§ **WORK TASK**
Each line in the listing below that includes "data" should be counted; give the total and nothing more.

[Opening PROVIDED INFORMATION section]

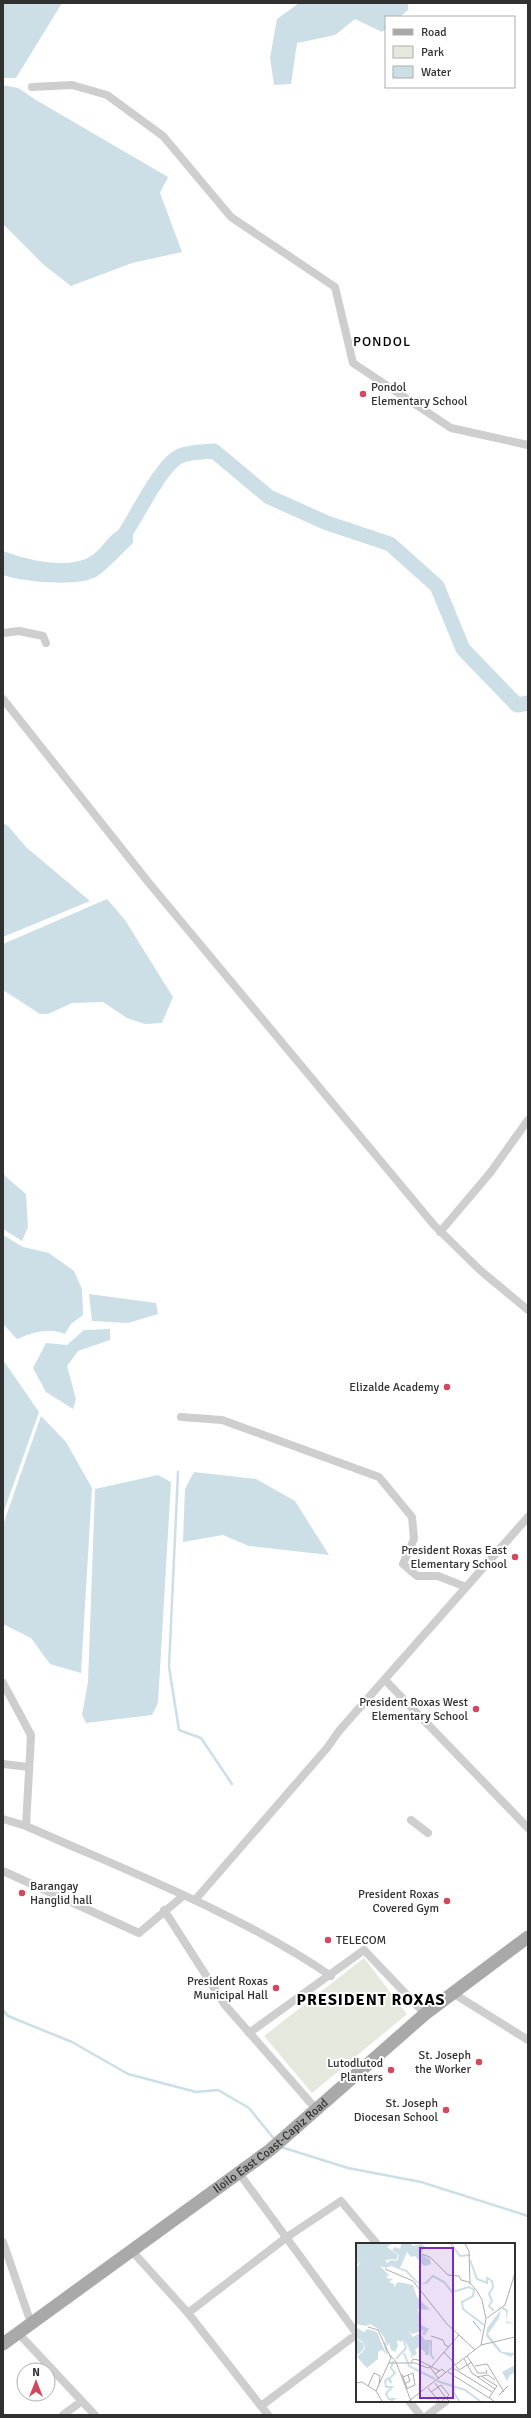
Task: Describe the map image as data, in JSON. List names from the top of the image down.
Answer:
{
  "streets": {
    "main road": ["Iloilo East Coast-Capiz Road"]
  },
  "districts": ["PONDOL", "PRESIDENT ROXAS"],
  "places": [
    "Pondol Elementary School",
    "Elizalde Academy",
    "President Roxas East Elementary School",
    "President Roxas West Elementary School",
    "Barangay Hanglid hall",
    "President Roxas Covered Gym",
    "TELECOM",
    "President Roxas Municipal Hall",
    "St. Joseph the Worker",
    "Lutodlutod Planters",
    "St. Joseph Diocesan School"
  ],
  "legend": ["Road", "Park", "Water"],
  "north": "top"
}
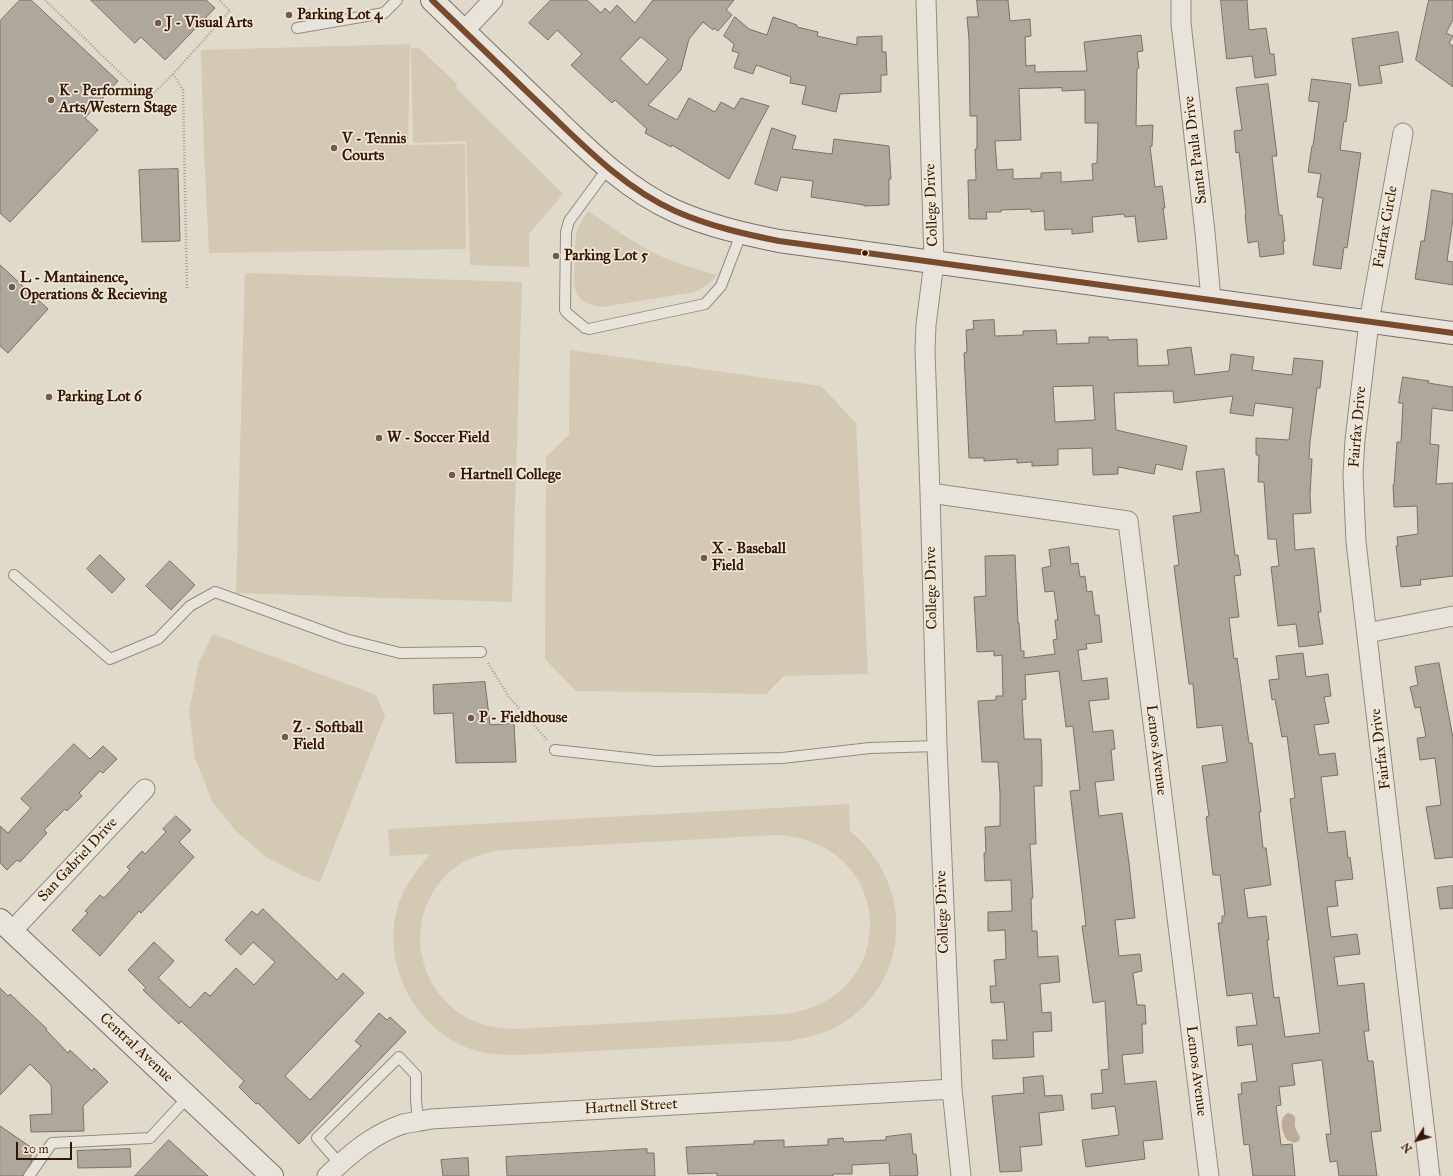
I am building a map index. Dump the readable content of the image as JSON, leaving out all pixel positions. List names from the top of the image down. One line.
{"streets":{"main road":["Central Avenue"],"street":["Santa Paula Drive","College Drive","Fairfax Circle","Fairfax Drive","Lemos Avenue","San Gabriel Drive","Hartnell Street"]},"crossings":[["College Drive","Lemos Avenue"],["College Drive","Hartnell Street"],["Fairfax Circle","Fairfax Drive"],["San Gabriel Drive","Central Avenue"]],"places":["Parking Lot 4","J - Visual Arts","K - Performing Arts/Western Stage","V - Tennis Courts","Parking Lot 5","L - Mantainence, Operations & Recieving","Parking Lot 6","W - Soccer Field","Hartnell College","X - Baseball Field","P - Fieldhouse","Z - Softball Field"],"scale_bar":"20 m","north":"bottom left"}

[Closing PROVIDED INFORMATION section]
[Opening PROVIDED INFORMATION section]

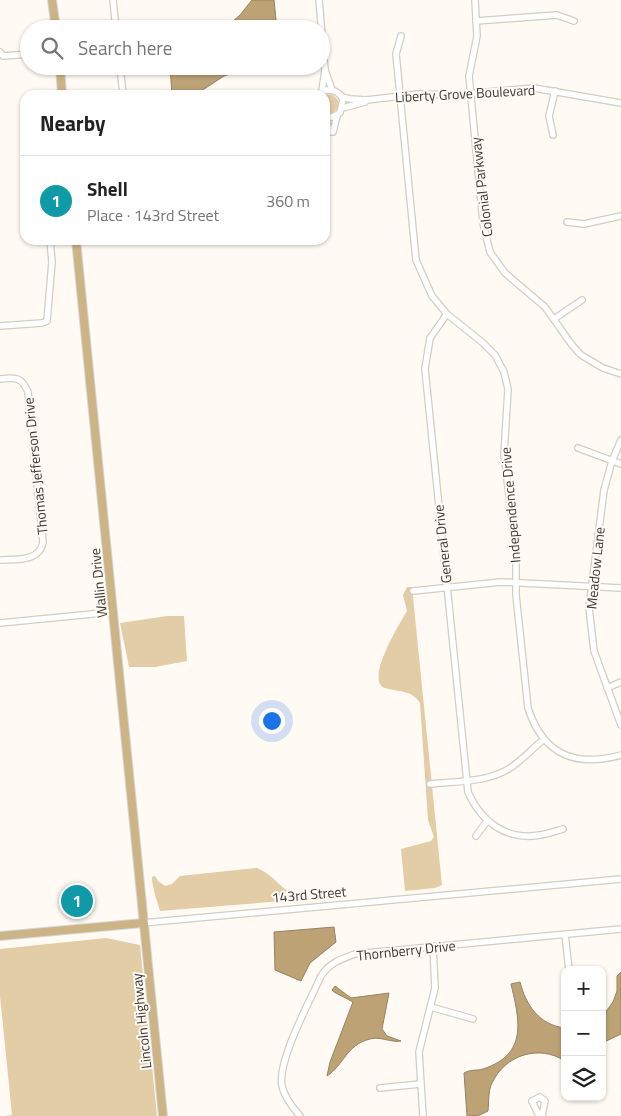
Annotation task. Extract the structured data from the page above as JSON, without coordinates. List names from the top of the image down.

[Closing PROVIDED INFORMATION section]

§ **SOLUTION**
2